Garantie d’ éviction.
Précision importante sur la date du trouble générateur

Les avocats du cabinet BBP Avocat Paris, experts en droit immobilier, rapportent une récente solution de la Cour de Cassation, qui apporte une précision importante sur la date du trouble générateur de la garantie d’ éviction en cas de vente d’immeubles. Cette garantie du fait d’un tiers est due si le trouble de droit résultant d’une hypothèque judiciaire apparaît le jour du jugement qui lui donne naissance, et non à la date de sa publication au registre foncier.

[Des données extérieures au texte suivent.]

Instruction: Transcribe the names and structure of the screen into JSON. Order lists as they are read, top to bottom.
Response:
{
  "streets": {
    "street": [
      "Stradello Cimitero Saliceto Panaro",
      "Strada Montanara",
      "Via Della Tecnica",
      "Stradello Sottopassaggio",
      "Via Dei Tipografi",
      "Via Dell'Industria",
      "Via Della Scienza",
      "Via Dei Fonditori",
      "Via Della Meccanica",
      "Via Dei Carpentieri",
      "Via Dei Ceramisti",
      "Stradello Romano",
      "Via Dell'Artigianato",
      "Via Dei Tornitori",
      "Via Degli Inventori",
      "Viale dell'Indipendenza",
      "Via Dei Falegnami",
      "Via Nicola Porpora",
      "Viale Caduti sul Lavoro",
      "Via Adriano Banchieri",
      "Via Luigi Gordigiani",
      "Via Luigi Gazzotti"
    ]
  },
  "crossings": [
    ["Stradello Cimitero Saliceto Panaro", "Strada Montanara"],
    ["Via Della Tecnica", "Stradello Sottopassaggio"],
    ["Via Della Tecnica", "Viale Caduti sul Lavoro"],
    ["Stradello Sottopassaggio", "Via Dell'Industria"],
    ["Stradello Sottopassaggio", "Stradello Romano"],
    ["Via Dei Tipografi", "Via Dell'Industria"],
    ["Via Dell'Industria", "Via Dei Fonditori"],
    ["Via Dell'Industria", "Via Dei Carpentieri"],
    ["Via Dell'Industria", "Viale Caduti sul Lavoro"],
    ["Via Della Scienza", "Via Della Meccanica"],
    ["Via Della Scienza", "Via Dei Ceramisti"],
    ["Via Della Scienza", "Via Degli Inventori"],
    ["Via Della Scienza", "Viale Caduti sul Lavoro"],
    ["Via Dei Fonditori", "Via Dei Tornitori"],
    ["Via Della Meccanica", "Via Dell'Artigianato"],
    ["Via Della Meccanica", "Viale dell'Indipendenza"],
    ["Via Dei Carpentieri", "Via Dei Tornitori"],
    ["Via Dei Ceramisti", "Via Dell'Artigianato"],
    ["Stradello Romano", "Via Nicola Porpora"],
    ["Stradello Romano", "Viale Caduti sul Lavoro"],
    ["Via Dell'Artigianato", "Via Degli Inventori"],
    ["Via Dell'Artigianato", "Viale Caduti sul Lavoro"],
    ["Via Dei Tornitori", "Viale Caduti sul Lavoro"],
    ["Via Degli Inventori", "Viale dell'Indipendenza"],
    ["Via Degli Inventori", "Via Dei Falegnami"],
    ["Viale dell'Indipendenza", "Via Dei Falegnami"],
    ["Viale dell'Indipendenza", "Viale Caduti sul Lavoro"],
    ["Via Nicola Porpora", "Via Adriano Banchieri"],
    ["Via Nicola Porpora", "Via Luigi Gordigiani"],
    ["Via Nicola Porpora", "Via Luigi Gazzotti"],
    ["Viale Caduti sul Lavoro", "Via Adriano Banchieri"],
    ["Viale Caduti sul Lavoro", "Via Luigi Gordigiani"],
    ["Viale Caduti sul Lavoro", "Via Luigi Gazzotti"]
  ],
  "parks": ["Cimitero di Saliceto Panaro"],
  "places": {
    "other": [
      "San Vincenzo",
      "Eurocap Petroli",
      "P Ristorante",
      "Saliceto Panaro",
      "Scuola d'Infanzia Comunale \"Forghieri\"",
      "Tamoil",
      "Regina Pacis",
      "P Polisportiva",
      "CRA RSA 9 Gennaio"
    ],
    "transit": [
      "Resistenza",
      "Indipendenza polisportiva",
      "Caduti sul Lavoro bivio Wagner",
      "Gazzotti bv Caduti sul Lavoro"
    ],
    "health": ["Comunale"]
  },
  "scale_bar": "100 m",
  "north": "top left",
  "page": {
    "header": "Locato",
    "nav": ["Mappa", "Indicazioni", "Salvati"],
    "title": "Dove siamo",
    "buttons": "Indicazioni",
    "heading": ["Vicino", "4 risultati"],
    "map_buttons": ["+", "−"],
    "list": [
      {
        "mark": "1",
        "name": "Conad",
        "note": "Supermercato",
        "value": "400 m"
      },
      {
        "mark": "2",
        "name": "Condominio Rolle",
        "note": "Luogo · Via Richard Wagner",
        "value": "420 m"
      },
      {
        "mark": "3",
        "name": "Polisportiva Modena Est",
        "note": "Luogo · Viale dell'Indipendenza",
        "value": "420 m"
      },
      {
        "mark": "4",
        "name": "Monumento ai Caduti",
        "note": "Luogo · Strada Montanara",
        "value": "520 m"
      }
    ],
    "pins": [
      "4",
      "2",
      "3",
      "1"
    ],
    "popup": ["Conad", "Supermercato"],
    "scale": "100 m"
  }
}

évictionQu’est-ce que l’ éviction ?
L’abandon forcé d’une situation au maintient de laquelle une personne prétendait avoir un droit, est une « éviction ». En préambule, rappelons que l’ éviction suppose donc un trouble actuel et que la garantie d’ éviction du fait d’un tiers est due si le trouble subi par l’acheteur est un trouble de droit, existant au moment de la vente, qui n’a pas été déclaré et qui est ignoré de l’acheteur. Il peut s’agir par exemple d’une action en nullité de la vente antérieure qui constitue le titre de propriété du vendeur ou, autre exemple, d’une action exercée par les créanciers hypothécaires du vendeur.

Mais qu’entend-on par « trouble actuel » ? Quelle date fait foi ?
En examinant un contentieux, la Cour de Cassation vient d’apporter une précision notoire sur cette date, dans le cas précisément d’une inscription hypothécaire d’un créancier.

Le contentieux en référence opposait l’acquéreur d’un appartement, contraint de délaisser ce bien, après le recours d’un créancier du vendeur, titulaire d’une hypothèque judiciaire. Celle-ci résultait d’un jugement antérieur à la vente de l’appartement, même si son inscription a été prise, elle, après la date de signature de l’acte de vente. Précision importante : l’inscription a néanmoins été prise avant la publication de la vente. Le créancier exerce alors son droit de suite et obtient effectivement la vente forcée du bien.

Le notaire rédacteur de l’acte de vente et son assureur condamnés à indemniser l’acquéreur des conséquences dommageables de la perte de l’immeuble, exercent alors l’action en garantie d’éviction contre le vendeur, se prévalant du bénéfice de la subrogation légale.


Dans un premier temps, la cour d’appel les déboute de leurs demandes. Les juges du fonds considèrent, en effet, que le notaire et l’assureur n’ont pas assumé la garantie d’éviction du vendeur, dans la mesure où la condamnation prononcée contre ce vendeur envers son créancier hypothécaire n’emporte aucune restriction à la disposition de ses droits sur l’appartement. Ils estiment que le trouble de droit n’a été créé qu’après la vente, à savoir par l’inscription d’hypothèque.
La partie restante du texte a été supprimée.